BEGIN Data shown

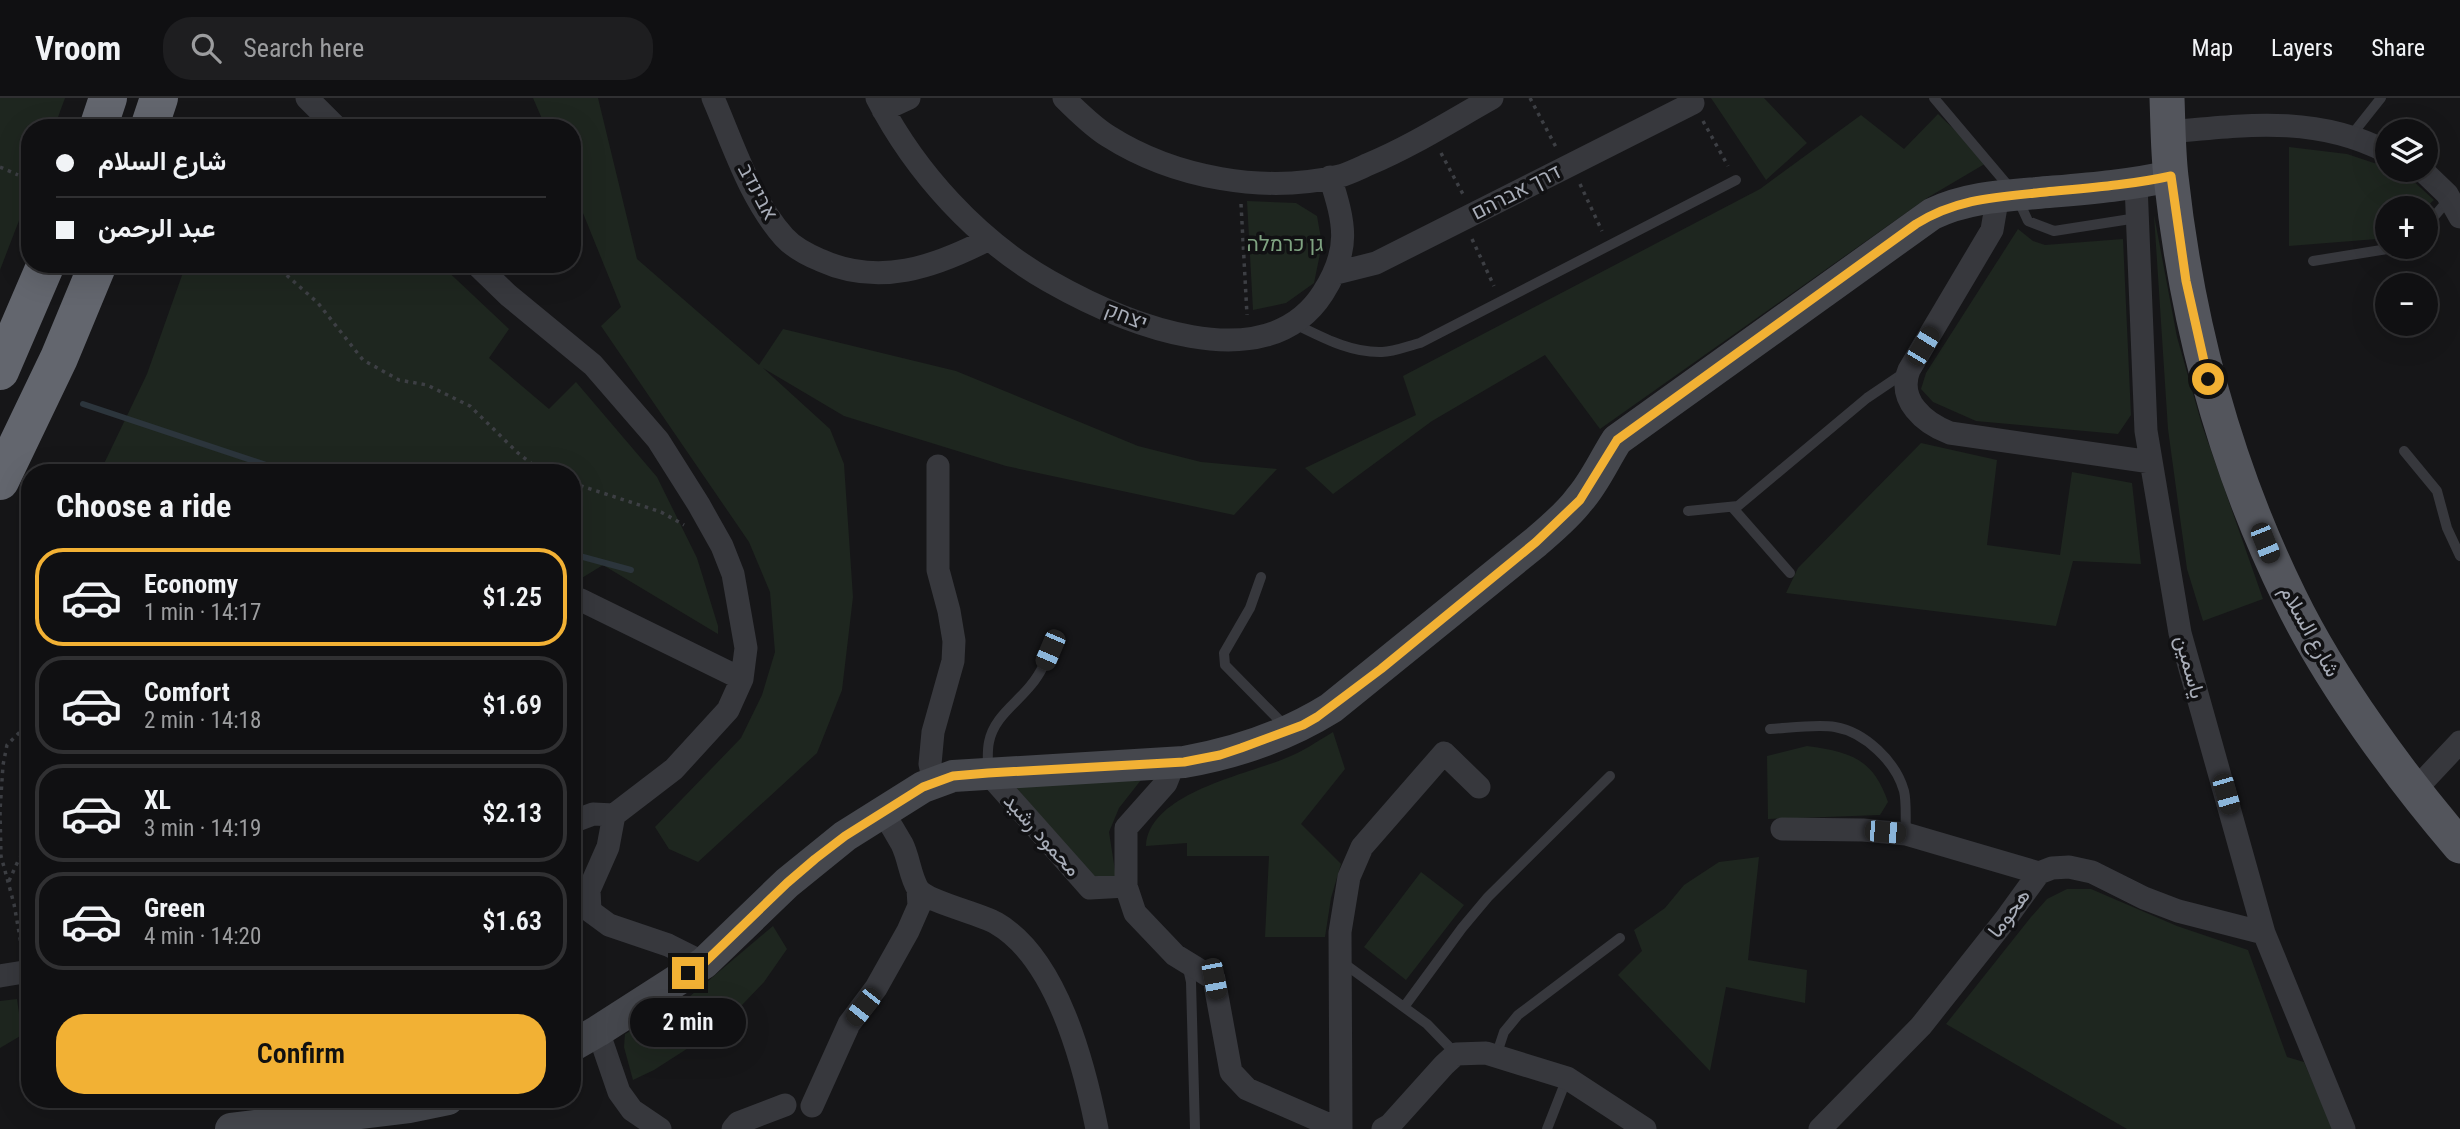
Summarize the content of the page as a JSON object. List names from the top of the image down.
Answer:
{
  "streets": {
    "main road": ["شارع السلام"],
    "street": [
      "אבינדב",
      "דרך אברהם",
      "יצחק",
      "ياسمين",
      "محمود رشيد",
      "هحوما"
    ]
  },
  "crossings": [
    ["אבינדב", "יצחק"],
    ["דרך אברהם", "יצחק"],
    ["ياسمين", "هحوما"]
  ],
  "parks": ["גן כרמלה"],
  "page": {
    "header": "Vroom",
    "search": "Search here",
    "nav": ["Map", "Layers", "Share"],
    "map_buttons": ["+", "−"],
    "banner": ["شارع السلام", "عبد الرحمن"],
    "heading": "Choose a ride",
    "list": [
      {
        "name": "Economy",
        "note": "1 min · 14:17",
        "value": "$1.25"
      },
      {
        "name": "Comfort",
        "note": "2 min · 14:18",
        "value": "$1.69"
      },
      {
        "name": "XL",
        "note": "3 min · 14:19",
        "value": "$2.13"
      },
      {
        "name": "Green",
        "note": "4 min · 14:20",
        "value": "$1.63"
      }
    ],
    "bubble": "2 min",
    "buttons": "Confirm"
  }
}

END Data shown

_Exercise instructions:_ State the number of lines in the records that include the word "السلام", and add nothing to it.

_Result of this exercise:_ 2